The second approach focuses on content, examining maternal speech for the specific subject matter introduced to the conversation. The content approach has been primarily used to investigate gendered patterns in maternal speech as they relate to children's speech. For example, Fivush and colleagues observed that mothers talked more about emotions with girls than boys, especially when those conversations concerned experiences of sadness. Other research has shown that by the end of preschool, girls tend to talk more about emotions, and sadness in particular, when compared to boys.

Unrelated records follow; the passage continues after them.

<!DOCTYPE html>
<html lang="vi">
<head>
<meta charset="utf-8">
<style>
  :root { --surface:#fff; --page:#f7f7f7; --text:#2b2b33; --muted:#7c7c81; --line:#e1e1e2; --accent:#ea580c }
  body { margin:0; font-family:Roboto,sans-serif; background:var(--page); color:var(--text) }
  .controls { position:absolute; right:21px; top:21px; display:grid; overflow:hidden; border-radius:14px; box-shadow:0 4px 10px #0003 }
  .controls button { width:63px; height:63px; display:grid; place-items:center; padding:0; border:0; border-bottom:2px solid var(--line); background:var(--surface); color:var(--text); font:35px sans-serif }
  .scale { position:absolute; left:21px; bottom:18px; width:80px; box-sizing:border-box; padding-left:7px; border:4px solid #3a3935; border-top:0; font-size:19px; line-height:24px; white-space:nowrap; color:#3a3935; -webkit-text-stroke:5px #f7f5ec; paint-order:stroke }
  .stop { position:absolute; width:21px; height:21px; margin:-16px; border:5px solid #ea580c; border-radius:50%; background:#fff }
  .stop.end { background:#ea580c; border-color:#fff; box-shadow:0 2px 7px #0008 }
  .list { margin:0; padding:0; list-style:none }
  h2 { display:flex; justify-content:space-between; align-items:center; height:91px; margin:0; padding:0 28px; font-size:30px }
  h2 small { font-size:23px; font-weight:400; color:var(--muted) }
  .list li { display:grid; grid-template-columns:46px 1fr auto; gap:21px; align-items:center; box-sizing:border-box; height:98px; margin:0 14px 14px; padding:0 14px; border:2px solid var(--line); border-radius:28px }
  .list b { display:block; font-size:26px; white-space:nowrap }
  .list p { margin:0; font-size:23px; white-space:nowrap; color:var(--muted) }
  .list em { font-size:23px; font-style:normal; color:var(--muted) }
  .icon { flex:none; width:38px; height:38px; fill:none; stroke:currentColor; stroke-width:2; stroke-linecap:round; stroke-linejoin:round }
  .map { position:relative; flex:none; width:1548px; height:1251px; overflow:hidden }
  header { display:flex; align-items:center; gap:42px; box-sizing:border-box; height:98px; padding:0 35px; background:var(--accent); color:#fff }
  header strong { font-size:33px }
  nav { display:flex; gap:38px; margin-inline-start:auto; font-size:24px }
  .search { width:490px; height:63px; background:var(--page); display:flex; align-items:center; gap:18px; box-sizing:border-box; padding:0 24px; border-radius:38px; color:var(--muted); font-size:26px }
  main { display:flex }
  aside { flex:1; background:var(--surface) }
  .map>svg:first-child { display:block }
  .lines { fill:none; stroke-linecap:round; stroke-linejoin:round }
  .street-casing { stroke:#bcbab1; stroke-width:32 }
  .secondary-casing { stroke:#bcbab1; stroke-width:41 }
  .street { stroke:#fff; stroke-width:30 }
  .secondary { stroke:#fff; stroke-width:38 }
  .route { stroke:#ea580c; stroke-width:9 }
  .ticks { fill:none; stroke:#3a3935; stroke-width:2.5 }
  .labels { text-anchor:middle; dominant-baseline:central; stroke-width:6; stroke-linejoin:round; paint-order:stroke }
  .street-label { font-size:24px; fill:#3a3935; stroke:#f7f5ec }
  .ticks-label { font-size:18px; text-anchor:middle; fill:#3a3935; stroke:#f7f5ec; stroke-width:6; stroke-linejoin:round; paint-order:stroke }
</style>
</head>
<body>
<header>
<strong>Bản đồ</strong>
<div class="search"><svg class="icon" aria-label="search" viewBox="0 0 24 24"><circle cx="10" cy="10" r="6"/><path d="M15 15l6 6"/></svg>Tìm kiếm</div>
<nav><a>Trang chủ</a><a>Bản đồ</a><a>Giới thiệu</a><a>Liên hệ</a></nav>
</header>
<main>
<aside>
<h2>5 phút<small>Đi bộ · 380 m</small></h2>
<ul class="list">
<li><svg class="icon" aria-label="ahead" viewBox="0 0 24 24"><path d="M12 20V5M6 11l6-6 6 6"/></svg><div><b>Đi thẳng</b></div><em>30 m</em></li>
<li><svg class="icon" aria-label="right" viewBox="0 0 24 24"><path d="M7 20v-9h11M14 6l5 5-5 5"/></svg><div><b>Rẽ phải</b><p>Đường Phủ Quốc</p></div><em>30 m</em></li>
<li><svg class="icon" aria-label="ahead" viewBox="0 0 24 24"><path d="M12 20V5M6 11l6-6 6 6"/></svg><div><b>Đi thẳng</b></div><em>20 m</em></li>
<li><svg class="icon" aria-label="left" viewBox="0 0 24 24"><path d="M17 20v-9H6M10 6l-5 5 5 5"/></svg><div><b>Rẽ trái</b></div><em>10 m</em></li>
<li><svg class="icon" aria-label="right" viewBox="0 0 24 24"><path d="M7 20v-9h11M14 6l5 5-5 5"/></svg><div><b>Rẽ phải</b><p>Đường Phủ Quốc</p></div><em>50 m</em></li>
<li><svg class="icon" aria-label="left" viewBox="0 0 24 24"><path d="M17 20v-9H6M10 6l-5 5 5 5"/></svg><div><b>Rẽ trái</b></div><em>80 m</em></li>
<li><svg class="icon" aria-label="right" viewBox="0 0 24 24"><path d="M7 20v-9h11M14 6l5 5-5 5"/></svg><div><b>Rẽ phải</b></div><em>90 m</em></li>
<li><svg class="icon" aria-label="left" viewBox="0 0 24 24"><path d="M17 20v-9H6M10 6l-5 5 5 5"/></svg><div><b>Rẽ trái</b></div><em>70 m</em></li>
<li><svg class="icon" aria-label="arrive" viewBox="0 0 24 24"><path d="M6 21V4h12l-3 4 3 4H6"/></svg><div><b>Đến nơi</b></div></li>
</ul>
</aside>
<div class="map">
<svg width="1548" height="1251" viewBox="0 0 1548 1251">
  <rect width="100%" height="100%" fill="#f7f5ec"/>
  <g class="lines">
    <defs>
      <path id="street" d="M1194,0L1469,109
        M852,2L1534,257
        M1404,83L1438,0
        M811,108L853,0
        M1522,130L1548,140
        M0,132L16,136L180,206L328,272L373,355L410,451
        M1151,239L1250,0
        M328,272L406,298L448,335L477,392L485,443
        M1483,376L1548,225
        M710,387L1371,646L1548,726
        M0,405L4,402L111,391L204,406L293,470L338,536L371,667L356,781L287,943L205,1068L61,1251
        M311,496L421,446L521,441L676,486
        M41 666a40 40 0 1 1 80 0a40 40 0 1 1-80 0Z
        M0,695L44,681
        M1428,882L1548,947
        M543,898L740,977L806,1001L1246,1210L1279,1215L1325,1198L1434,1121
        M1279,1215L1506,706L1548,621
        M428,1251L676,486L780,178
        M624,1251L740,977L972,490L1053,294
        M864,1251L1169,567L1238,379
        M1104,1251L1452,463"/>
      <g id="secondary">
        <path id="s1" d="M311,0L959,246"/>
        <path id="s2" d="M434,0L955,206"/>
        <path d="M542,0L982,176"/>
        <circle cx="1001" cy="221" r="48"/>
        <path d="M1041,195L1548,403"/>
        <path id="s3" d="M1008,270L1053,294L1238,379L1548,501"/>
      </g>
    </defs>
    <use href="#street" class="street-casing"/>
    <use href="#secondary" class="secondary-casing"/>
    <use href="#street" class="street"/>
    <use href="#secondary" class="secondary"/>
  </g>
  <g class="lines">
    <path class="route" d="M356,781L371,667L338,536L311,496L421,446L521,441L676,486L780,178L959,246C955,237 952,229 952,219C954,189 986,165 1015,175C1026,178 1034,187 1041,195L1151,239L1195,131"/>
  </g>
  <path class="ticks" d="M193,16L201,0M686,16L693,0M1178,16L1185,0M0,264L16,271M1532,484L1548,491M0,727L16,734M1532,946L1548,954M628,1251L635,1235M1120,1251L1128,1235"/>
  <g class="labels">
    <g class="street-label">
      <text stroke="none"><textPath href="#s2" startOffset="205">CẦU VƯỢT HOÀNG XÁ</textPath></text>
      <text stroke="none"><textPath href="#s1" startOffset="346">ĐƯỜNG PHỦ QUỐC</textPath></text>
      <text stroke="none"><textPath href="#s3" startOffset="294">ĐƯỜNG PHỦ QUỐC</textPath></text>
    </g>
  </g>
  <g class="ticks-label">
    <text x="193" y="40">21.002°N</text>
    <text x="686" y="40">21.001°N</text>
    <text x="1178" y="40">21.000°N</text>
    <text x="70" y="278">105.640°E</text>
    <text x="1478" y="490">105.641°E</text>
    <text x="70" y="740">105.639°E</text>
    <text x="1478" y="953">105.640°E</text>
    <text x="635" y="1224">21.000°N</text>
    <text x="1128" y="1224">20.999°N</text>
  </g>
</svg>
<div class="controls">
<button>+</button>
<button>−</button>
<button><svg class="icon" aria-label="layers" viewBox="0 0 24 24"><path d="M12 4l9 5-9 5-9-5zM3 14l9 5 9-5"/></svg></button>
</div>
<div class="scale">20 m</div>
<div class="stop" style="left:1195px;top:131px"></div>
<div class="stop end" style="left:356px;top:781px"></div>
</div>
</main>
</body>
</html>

Fivush has also created a scale that examines children's knowledge of their family history using 20 Yes/No questions. In this study, Fivush and her colleagues argue that knowledge of one's family history is correlated with multiple positive aspects of well-being, including higher self-esteem, better family functioning, and lower anxiety. This scale has also gained interest and attention in mainstream media outlets.

==Honors and awards==
- Lilly Post-doctoral Teaching Award, 1985–86
- William Evans Fellow, University of Otago, Dunedin, New Zealand, Spring 2000
- Fellow, American Psychological Association
- Fellow, Association for Psychological Science

==Selected works==
- Fivush, R. (2011). The development of autobiographical memory. Annual Review of Psychology, 62, pages 559–582.
- Fivush, R., Brotman, M. A., Buckner, J. P., & Goodman, S. H. (2000). Gender differences in parent–child emotion narratives. Sex Roles, 42(3–4), pages 233–253.
- Fivush, R., Haden, C. A., & Reese, E. (2006). Elaborating on elaborations: Role of maternal reminiscing style in cognitive and socioemotional development. Child Development, 77(6), pages 1568–1588.
- Nelson, K., & Fivush, R. (2004). The emergence of autobiographical memory: a social cultural developmental theory. Psychological Review, 111(2), pages 486–511.
- Reese, E., Haden, C. A., & Fivush, R. (1993). Mother-child conversations about the past: Relationships of style and memory over time. Cognitive Development, 8(4), pages 403–430.